Task to carry out:
The answer should consist of each line below that contains the word "green".

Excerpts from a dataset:
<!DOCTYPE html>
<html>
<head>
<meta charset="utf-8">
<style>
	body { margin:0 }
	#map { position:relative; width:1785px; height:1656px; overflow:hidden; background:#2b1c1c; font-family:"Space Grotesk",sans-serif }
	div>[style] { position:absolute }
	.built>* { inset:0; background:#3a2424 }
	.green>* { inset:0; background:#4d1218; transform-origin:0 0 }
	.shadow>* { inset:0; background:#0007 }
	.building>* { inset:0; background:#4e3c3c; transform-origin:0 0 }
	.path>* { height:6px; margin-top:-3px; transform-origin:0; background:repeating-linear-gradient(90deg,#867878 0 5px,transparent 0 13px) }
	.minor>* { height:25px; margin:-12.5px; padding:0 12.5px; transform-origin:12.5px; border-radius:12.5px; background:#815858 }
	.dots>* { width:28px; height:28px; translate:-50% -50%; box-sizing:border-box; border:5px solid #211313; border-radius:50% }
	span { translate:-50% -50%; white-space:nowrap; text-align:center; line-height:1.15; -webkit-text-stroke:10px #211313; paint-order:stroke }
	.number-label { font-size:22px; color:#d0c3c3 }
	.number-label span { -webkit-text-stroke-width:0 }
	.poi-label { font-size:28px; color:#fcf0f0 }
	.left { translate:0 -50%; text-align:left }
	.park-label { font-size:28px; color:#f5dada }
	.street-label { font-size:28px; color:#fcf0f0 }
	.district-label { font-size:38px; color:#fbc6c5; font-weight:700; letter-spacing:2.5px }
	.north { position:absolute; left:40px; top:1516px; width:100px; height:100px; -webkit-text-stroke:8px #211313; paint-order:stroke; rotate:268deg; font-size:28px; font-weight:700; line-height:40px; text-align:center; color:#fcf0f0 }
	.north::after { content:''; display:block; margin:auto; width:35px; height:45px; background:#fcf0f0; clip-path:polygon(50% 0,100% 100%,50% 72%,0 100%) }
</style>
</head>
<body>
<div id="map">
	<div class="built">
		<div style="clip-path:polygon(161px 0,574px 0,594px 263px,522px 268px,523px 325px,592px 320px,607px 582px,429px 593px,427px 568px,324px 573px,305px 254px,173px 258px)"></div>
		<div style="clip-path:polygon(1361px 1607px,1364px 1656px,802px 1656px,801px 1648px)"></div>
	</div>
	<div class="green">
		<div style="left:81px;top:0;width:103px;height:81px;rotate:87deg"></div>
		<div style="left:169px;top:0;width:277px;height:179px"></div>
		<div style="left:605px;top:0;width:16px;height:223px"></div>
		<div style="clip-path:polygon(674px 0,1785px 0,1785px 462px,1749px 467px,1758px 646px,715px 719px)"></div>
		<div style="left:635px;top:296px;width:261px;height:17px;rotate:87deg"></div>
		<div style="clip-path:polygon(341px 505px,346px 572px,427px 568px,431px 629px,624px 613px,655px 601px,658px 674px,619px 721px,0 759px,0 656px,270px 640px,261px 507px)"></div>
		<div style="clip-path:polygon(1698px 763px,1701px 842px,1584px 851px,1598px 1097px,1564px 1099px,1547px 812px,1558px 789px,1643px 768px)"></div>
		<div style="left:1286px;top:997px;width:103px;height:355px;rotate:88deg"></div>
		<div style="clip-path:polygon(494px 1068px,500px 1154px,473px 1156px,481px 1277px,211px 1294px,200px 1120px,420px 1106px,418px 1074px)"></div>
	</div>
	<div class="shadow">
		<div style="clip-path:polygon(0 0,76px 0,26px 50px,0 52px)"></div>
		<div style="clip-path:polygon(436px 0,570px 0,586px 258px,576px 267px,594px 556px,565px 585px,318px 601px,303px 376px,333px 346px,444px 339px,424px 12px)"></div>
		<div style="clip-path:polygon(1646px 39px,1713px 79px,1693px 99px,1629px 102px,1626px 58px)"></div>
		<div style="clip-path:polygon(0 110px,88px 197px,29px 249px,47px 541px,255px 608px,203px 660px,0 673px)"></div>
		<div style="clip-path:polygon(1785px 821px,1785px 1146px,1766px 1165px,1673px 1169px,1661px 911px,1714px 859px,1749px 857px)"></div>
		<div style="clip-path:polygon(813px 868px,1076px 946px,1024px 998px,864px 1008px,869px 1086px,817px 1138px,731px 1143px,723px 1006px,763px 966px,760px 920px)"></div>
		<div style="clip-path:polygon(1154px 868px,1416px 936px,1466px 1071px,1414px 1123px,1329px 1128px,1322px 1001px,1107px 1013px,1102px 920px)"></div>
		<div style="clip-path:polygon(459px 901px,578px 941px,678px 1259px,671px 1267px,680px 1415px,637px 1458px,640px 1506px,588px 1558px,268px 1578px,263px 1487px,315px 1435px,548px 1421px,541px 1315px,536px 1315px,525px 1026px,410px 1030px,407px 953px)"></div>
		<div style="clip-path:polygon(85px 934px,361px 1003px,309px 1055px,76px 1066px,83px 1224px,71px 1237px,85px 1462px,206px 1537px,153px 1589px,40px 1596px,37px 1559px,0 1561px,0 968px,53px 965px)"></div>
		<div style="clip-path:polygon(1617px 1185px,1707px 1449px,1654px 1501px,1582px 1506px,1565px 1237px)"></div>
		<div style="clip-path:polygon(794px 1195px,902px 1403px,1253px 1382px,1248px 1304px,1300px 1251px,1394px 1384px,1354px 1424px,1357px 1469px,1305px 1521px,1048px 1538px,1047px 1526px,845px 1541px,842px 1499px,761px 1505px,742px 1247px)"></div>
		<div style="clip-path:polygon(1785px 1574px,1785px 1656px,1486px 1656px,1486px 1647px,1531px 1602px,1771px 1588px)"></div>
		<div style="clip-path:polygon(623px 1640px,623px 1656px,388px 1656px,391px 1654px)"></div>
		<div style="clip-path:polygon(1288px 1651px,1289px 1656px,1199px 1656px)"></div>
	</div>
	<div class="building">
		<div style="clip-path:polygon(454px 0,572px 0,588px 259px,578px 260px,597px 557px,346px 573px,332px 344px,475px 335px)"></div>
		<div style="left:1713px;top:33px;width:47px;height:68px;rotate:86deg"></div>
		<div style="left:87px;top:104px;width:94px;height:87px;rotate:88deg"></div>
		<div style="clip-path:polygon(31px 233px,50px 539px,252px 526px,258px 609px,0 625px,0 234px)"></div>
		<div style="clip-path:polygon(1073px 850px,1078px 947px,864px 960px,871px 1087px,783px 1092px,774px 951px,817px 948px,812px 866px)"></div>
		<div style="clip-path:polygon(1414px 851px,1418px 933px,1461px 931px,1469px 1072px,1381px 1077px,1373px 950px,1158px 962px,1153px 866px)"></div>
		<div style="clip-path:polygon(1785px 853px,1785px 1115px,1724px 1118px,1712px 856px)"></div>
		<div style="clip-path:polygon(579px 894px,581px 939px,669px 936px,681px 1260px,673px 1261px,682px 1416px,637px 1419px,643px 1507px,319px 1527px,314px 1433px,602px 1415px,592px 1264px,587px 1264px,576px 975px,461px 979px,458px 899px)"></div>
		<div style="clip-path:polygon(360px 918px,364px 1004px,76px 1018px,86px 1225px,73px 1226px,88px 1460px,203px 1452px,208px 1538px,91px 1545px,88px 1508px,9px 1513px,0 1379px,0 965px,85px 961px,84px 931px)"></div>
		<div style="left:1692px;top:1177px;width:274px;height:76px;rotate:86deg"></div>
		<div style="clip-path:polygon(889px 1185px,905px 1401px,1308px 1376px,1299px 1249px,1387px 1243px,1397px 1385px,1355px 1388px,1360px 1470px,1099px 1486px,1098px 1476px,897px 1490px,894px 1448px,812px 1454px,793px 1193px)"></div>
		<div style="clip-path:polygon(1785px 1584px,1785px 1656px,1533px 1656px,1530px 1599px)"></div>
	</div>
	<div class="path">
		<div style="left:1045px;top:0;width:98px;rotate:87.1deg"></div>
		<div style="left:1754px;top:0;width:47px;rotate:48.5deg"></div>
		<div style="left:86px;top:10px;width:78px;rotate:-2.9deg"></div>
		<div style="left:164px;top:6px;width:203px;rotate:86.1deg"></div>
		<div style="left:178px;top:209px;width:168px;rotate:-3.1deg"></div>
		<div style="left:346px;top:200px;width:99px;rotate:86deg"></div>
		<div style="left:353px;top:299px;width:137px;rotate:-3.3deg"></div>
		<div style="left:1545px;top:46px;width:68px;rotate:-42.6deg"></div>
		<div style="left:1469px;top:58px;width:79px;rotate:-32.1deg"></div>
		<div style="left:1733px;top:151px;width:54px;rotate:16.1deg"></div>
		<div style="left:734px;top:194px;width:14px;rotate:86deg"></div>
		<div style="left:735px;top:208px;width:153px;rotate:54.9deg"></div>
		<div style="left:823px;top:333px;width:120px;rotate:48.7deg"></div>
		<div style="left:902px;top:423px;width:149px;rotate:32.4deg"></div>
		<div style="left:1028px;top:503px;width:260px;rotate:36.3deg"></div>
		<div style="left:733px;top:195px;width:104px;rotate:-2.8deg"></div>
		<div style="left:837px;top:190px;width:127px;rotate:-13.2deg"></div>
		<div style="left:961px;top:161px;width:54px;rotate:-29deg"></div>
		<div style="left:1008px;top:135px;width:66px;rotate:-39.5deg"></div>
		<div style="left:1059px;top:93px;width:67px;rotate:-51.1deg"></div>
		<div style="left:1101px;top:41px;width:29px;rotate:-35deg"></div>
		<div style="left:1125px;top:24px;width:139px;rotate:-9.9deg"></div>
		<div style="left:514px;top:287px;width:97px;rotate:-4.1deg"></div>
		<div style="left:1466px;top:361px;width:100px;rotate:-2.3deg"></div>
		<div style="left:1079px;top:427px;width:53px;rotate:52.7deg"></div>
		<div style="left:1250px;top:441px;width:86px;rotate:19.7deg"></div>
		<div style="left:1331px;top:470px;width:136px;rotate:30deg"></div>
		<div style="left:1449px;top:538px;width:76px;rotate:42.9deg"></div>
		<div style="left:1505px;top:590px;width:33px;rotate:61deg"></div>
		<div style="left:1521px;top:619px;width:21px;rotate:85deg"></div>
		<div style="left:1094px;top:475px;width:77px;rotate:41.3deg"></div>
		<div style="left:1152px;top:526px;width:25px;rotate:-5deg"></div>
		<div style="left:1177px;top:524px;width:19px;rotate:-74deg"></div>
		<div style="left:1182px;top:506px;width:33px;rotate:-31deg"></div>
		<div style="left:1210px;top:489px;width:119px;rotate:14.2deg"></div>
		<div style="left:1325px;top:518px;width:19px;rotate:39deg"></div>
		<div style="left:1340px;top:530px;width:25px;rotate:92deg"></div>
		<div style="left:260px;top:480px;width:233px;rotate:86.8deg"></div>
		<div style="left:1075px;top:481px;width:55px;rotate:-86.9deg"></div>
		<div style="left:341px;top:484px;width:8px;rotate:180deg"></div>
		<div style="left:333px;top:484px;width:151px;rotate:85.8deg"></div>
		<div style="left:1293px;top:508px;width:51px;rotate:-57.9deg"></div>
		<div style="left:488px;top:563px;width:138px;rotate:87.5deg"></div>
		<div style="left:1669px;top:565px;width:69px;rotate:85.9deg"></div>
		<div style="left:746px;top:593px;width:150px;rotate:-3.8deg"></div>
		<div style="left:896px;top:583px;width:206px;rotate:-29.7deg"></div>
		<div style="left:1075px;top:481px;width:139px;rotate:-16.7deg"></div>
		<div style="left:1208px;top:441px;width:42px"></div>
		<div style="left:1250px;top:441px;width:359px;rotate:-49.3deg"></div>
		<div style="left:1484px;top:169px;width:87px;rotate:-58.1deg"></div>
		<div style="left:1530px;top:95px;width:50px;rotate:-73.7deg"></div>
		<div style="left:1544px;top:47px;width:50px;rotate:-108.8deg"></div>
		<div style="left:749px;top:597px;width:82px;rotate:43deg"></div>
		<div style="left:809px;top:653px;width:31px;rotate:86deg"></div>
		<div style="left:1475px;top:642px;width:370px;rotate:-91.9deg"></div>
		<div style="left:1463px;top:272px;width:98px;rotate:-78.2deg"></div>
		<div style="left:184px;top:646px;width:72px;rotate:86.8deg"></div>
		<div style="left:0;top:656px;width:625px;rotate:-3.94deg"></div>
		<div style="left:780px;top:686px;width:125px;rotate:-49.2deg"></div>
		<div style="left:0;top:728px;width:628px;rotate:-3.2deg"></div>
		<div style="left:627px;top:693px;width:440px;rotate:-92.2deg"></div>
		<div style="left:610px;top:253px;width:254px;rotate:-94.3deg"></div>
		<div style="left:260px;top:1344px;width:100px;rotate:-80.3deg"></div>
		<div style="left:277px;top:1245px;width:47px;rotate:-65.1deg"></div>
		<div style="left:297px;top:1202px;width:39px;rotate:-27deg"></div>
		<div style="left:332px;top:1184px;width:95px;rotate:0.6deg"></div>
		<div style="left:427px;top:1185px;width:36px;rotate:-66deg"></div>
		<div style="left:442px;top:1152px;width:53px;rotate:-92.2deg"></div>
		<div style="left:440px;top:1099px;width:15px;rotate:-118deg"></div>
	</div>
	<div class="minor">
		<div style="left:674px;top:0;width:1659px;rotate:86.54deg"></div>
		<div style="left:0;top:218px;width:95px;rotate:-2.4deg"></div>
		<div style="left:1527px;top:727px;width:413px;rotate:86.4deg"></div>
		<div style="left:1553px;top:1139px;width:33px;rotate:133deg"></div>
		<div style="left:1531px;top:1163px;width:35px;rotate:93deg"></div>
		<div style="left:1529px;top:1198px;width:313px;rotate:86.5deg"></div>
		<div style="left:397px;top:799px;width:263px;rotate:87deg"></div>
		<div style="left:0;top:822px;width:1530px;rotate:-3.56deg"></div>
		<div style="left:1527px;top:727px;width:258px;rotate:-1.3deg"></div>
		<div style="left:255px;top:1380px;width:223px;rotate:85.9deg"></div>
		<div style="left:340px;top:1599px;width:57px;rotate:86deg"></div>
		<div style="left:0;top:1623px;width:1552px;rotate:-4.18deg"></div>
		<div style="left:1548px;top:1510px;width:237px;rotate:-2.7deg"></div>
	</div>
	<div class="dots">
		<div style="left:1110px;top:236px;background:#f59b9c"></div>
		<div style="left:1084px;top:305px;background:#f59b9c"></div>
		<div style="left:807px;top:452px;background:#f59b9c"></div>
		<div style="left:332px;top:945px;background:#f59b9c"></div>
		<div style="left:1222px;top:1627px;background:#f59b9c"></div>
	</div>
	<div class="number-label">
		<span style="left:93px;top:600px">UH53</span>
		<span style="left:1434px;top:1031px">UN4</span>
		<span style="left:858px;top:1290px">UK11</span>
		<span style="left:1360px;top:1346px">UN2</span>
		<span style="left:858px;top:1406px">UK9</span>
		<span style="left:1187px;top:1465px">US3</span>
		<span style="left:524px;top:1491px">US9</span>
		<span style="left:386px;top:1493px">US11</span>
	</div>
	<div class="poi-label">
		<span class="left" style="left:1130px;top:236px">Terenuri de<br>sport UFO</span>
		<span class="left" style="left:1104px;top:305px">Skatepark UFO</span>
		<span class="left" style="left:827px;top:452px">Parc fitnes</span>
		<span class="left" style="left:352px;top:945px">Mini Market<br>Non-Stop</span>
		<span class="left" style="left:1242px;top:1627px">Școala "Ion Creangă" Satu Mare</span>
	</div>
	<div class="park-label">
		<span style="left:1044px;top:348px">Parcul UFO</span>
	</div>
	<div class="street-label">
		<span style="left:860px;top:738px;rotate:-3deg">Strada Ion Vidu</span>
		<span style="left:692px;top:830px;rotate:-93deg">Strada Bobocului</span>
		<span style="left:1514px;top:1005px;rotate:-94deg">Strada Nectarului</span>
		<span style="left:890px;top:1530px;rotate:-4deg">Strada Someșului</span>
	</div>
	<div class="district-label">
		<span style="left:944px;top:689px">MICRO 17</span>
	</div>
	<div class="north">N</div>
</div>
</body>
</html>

Response area:
	.green>* { inset:0; background:#4d1218; transform-origin:0 0 }
	<div class="green">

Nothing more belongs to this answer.